▶ _What is expected_
Print all entries below exactly, without images.

▶ _Provided data_
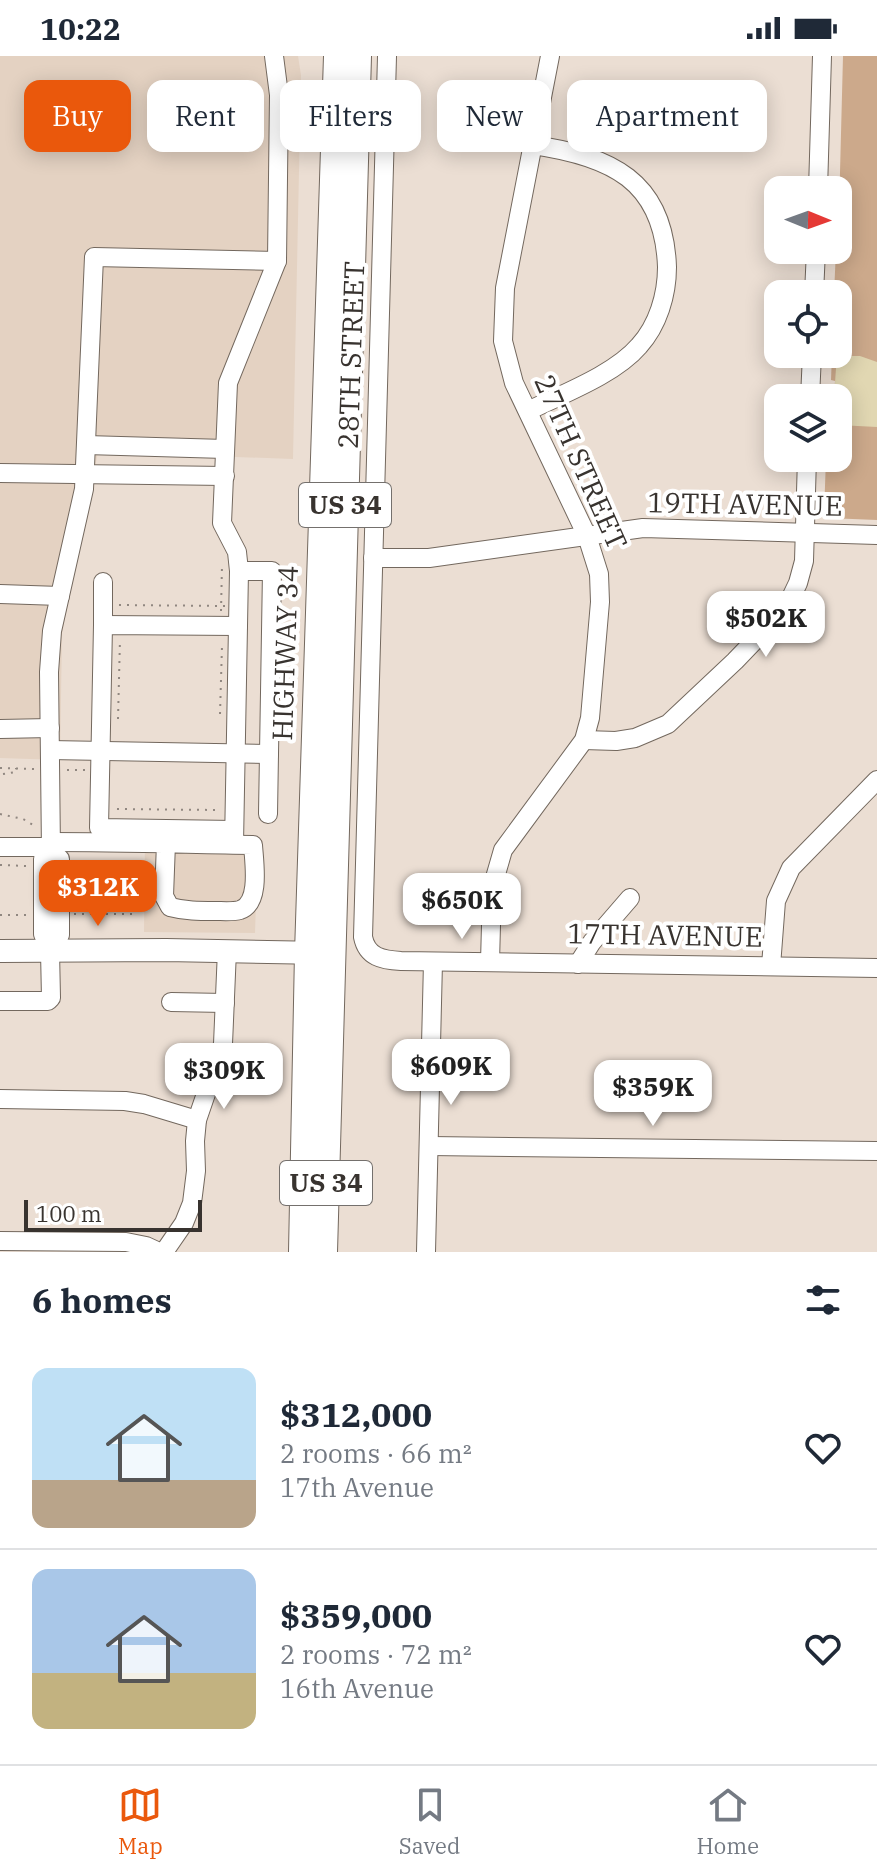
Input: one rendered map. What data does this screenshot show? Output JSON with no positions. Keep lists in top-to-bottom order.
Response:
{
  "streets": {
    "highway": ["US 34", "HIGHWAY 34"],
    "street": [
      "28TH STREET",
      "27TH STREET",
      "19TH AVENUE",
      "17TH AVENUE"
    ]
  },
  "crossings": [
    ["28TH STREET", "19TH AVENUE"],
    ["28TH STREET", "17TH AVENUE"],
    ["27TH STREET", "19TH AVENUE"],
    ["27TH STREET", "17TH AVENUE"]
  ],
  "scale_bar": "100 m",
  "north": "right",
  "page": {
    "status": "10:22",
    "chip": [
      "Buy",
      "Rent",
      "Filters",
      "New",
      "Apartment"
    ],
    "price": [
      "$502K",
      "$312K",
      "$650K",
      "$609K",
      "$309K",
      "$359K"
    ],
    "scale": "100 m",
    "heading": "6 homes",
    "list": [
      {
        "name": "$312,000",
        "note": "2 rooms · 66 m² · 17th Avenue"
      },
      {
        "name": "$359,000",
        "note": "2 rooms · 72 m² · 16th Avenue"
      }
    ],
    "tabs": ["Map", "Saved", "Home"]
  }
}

▶ _Solution to this exercise_
Input: one rendered map. What data does this screenshot show? Output JSON with no positions. Keep lists in top-to-bottom order.
Response:
{
  "streets": {
    "highway": ["US 34", "HIGHWAY 34"],
    "street": [
      "28TH STREET",
      "27TH STREET",
      "19TH AVENUE",
      "17TH AVENUE"
    ]
  },
  "crossings": [
    ["28TH STREET", "19TH AVENUE"],
    ["28TH STREET", "17TH AVENUE"],
    ["27TH STREET", "19TH AVENUE"],
    ["27TH STREET", "17TH AVENUE"]
  ],
  "scale_bar": "100 m",
  "north": "right",
  "page": {
    "status": "10:22",
    "chip": [
      "Buy",
      "Rent",
      "Filters",
      "New",
      "Apartment"
    ],
    "price": [
      "$502K",
      "$312K",
      "$650K",
      "$609K",
      "$309K",
      "$359K"
    ],
    "scale": "100 m",
    "heading": "6 homes",
    "list": [
      {
        "name": "$312,000",
        "note": "2 rooms · 66 m² · 17th Avenue"
      },
      {
        "name": "$359,000",
        "note": "2 rooms · 72 m² · 16th Avenue"
      }
    ],
    "tabs": ["Map", "Saved", "Home"]
  }
}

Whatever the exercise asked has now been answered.